Hillary Clinton and Bernie Sanders have been talking a lot about “fairness” and “equality” during their primary campaigns. Like most progressives, they pass themselves off as the champions of the ordinary people who are suffering beneath the boot of rapacious capitalists and the plutocratic “one percent.” Give us power, they say, and we will create “social justice” for all the victims of “white privilege” and capitalist greed, not to mention redistributing even more money from the selfish “rich” in order to finance such utopian goals.
Promiscuously displaying their hearts bleeding for the oppressed has long been the progressive camouflage that hides their real motive: the lust for power. Whether they want power to advance their failed ideology (Sanders), or to gratify their ambition for status and wealth (Hillary), in the end it doesn’t matter. History has repeatedly proven that the libido dominandi, the ancient lust for dominating others that lies behind the progressives’ political ambitions, in the end always leads to tyranny and misery.

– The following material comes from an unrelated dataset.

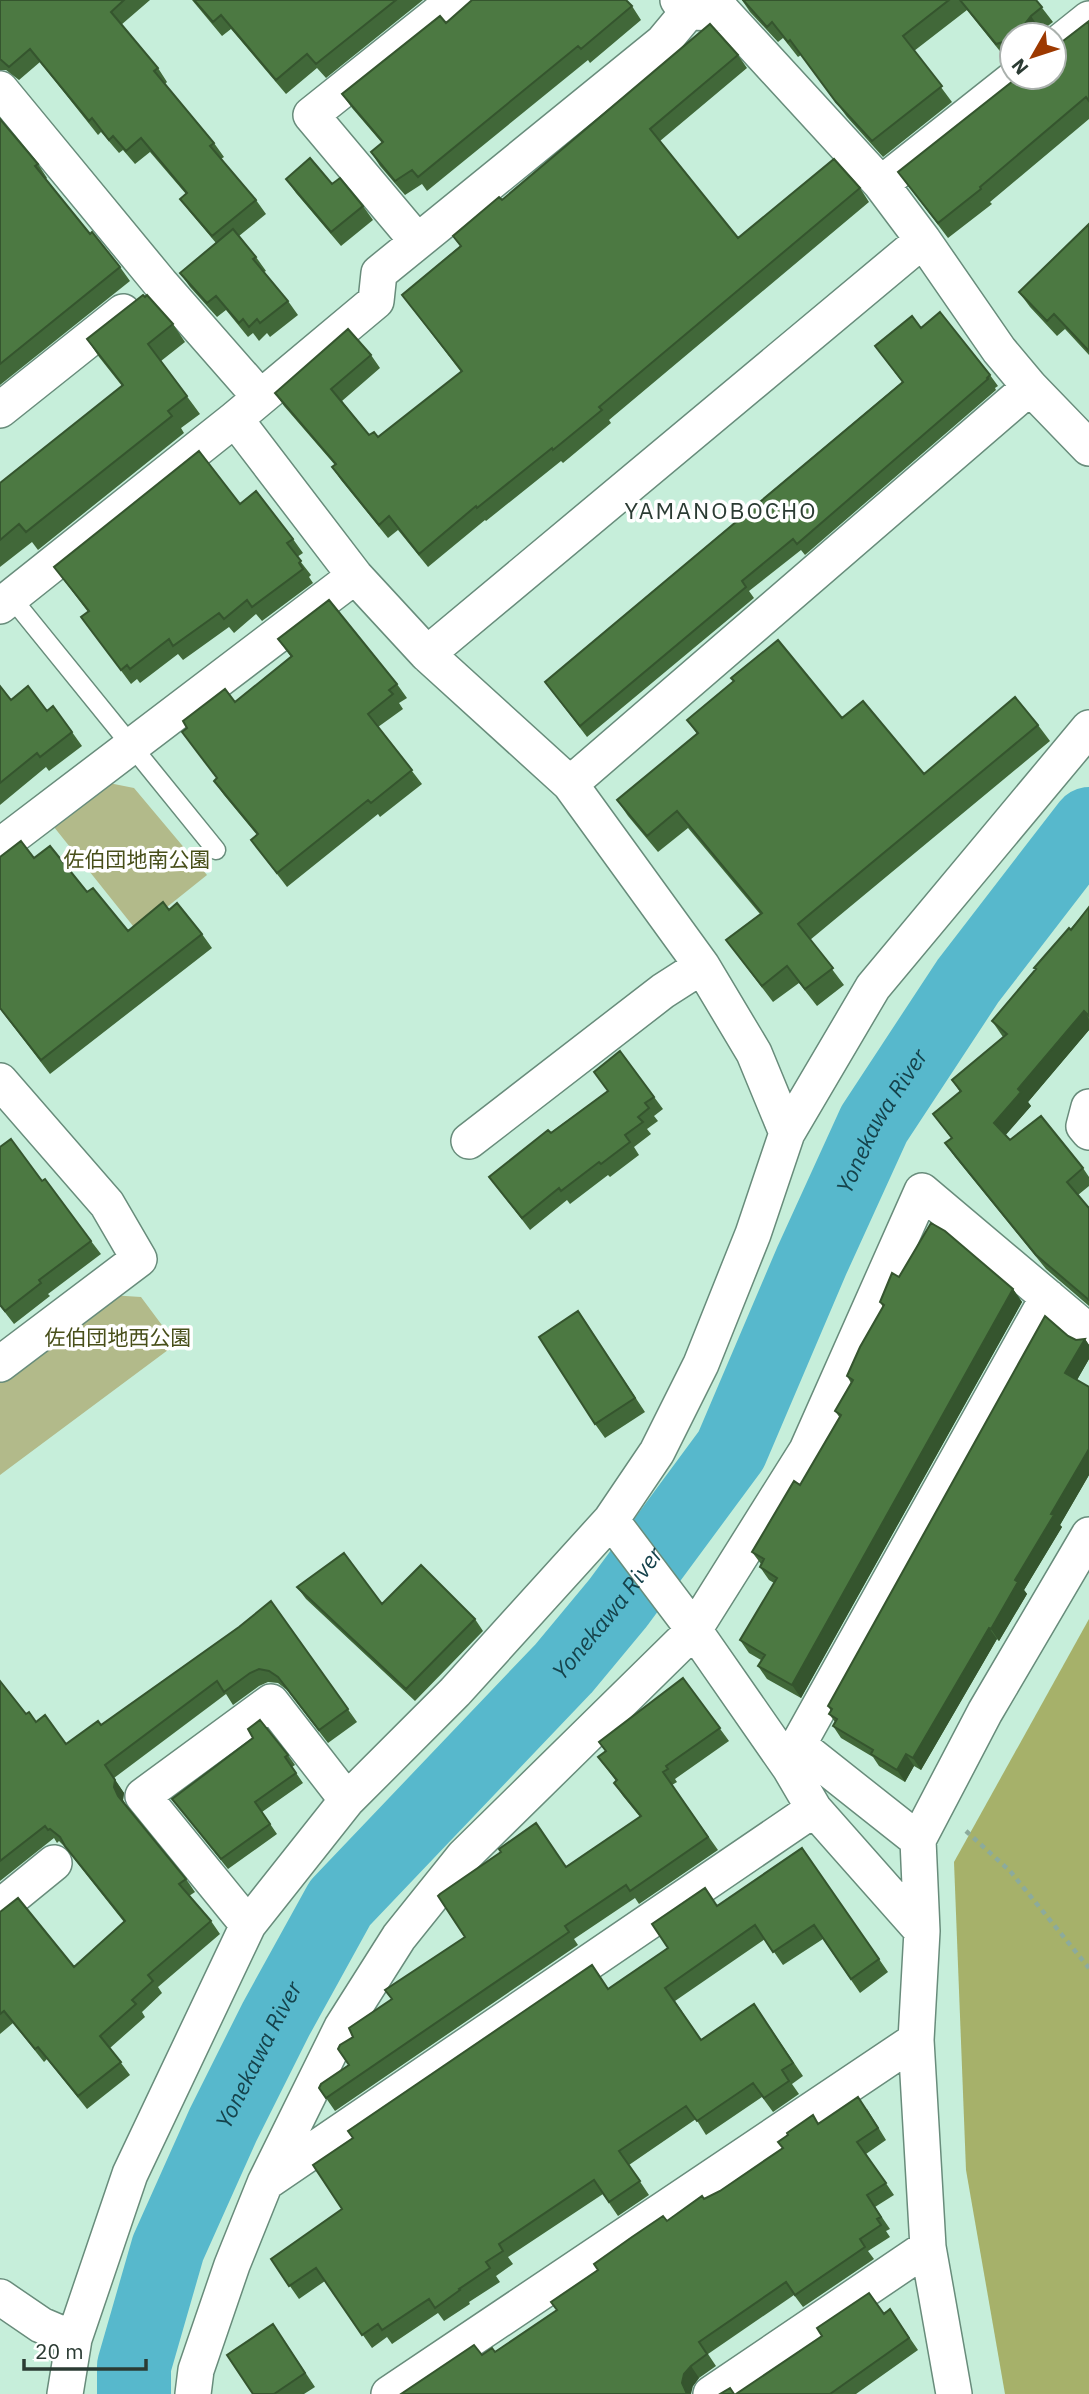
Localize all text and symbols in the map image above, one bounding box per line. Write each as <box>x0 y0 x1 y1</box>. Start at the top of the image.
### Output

When progressivism began in the late 19th century, progressives at least were honest about their aim to expand their power over the ignorant, selfish masses. A striking––and prophetic–– example can be found in Woodrow Wilson’s 1890 essay “Leaders of Men.” Wilson rejected the limited executive of the Constitution for a more activist president who has the “insight” to know “the motives which move other men in the mass”:
Besides, it is not a sympathy [with people] that serves, but a sympathy whose power is to command, to command by knowing its instrument . . . The competent leader of men cares little for the interior niceties of other people’s characters: he cares much-everything for the external uses to which they may be put. His will seeks the lines of least resistance; but the whole question with him is a question of the application of force. There are men to be moved: how shall he move them?
In the progressive view, fellow citizens are an abstract, collective “mass,” “instruments” that must be “moved,” manipulated, and used to reach the ideological goals of the technocratic elite, who knows far better than the people how they should live, what they should believe, and what aims they should strive for. Any resistance must be met by “the application of force.” Wilson means here primarily psychological or social force, but as we have seen after a century of expanding federal power, progressive policies enshrined in federal law are in the end backed by the coercive power of the police to punish non-compliance and enforce compliance.
From this perspective, Barack Obama is not an anomaly or some new political phenomenon birthed in the sixties. He is the predictable result of progressive assumptions over a century old. Thus he shares Wilson’s view of a “leader of men” as someone who knows what’s best for the people, and is willing to use unconstitutional “force” to achieve his aims. Think of the IRS hounding conservative political organizations, or the EPA violating private property rights, or the DOJ usurping the sovereignty of the states, or Obama’s various executive diktats that compromise individual rights, legislated laws, and the power of the states. All of these actions have applied “force” to “move” men in a particular ideological direction.